Any fantasy Canisius had about competing for the conference title faded last month during a stretch of eight losses in 11 games. Any realistic goal of finishing .500 vanished when they lost three straight conference games leading into Saturday’s affair against the lowly Red Foxes.
So what’s left?
It has been a disappointing year, but there’s plenty at stake going into the final weeks of the season. The Griffs are hoping to salvage what they can over the final two games, finish the year with a three-game winning streak, gain confidence going into the conference tournament and make a little noise starting March 3 in Albany.
“Anything can happen,” Baron said. “We know the challenges ahead of us.”
The challenge for Canisius isn’t necessarily their next opponent. For much of this year in transition, they have been their own enemy. Their inconsistency can be found in pockets during the season, some stretches longer than others, some more glaring than others, all maddening in various degrees.
Take the game Saturday.
Canisius started the game with a bang, scoring the first nine points and built a 13-2 lead over Marist before the first media timeout. The Griffs became sloppy on defense, failed to take care of the backboard, allowed a 17-4 run and found themselves tied at halftime with a team that had one win since December.
In the second half, the attacking team that opened the game resurfaced and regained control. The Griffs built a 15-point lead in the first 10 minutes after intermission and cruised home with a lopsided win. Phil Valenti had 20 points while Kassius Robertson added 19 and Malcolm McMillan 15 to lead Canisius.
The game against Marist was like many for Canisius this year. The Griffs showed flashes of brilliance, as they did in December when beating a Monmouth squad that has since surged to the top of the conference. They also struggled, as they did when losing five of six before Saturday.
“It’s definitely frustrating,” McMillan said. “Sometimes, you never know. You can beat a top team and lose to a team that we feel we should beat. From here on out, it’s moving on and getting better every day.”
This is the same team that gave St. Bonaventure all it could handle early in the season. The Bonnies have had a terrific year in the Atlantic 10, a considerably tougher conference than the MAAC. The Bonnies had their biggest win in years Saturday afternoon when they took down 15th-ranked Dayton on the road.
Games involving mid-majors are often unpredictable. Marist is soldiering through a transition year, too. They have lost 16 of the last 17 games overall. They have won two conference games all season. Their lone win since December came against Siena, which was third in the MAAC going into Saturday’s games.
The Red Foxes often had four freshmen on the floor at the same time Saturday. One was Ryan Funk, who played for Clarence High before spending a year at St. Thomas More Prep. He scored 15 points and grabbed six rebounds in 31 minutes. Marist stayed in the game before Canisius pulled away with a 19-4 outburst.
“It’s a tough league,” Baron said. “I’m telling you. There ain’t any easy teams in this league.”
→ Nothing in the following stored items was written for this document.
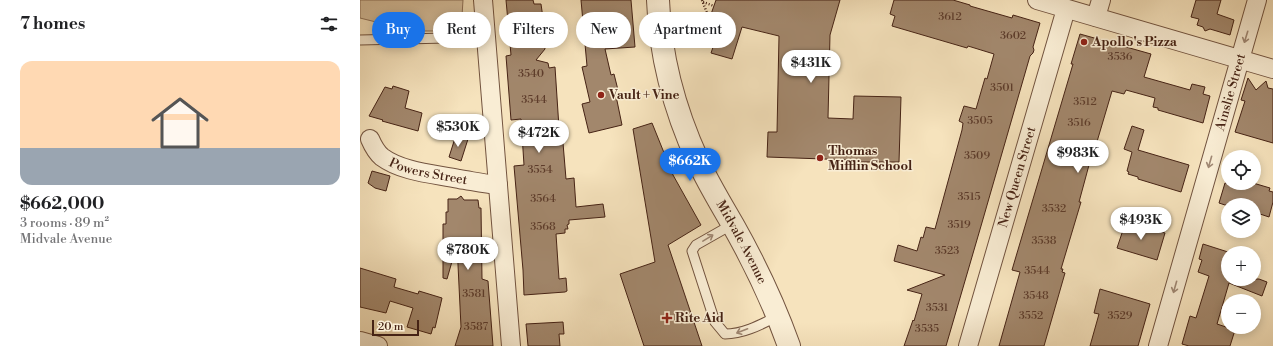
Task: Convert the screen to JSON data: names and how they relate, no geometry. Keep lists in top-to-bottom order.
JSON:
{
  "streets": {
    "street": [
      "Ainslie Street",
      "Powers Street",
      "New Queen Street",
      "Midvale Avenue"
    ]
  },
  "one_way": ["Ainslie Street"],
  "places": {
    "other": ["Apollo's Pizza", "Vault + Vine", "Thomas Mifflin School"],
    "health": ["Rite Aid"]
  },
  "house_numbers": [
    "3612",
    "3602",
    "3536",
    "3540",
    "3501",
    "3544",
    "3512",
    "3505",
    "3516",
    "3509",
    "3554",
    "3515",
    "3564",
    "3532",
    "3519",
    "3568",
    "3538",
    "3523",
    "3544",
    "3581",
    "3548",
    "3531",
    "3552",
    "3529",
    "3587",
    "3535"
  ],
  "scale_bar": "20 m",
  "page": {
    "heading": "7 homes",
    "chip": [
      "Buy",
      "Rent",
      "Filters",
      "New",
      "Apartment"
    ],
    "list": [
      {
        "name": "$662,000",
        "note": "3 rooms · 89 m² · Midvale Avenue"
      }
    ],
    "price": [
      "$431K",
      "$530K",
      "$472K",
      "$983K",
      "$662K",
      "$493K",
      "$780K"
    ],
    "map_buttons": ["+", "−"],
    "scale": "20 m"
  }
}
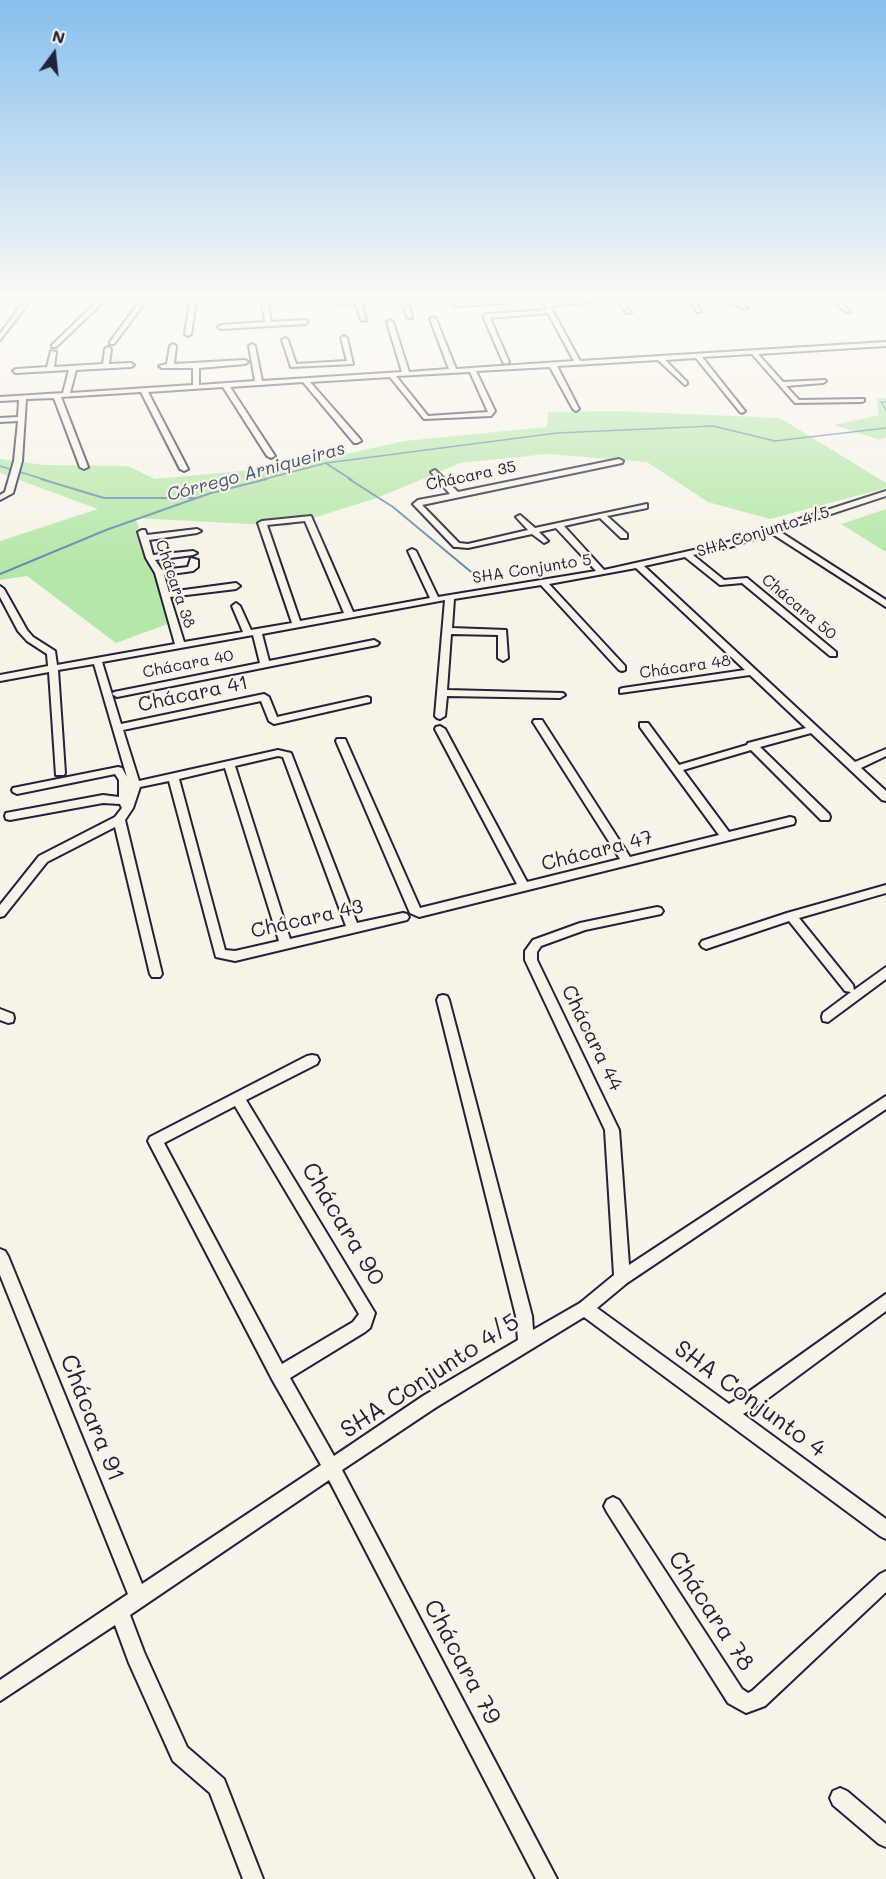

And that’s something to keep in mind.
Canisius can surprise teams in the MAAC tourney, but it means sustaining better play over longer stretches. They have had games in which they cranked up their offense and played terrible defense, games in which they competed defensively and couldn’t put the ball in the ocean.
Baron has had the pulse of his team all season. He has implored his players to get better in practice. He insists they don’t look past an opponent. But he also has been around long enough to see the bigger picture. If the Griffs keep fighting, keep scrapping, keep competing, anything can happen.
That’s what junkyard dogs do.
“We know what we have to do,” McMillan said. “We learned a lot through the season through the ups and downs. We have to keep pushing each other, communicating and finish the season strong. First things first, Niagara on Thursday.”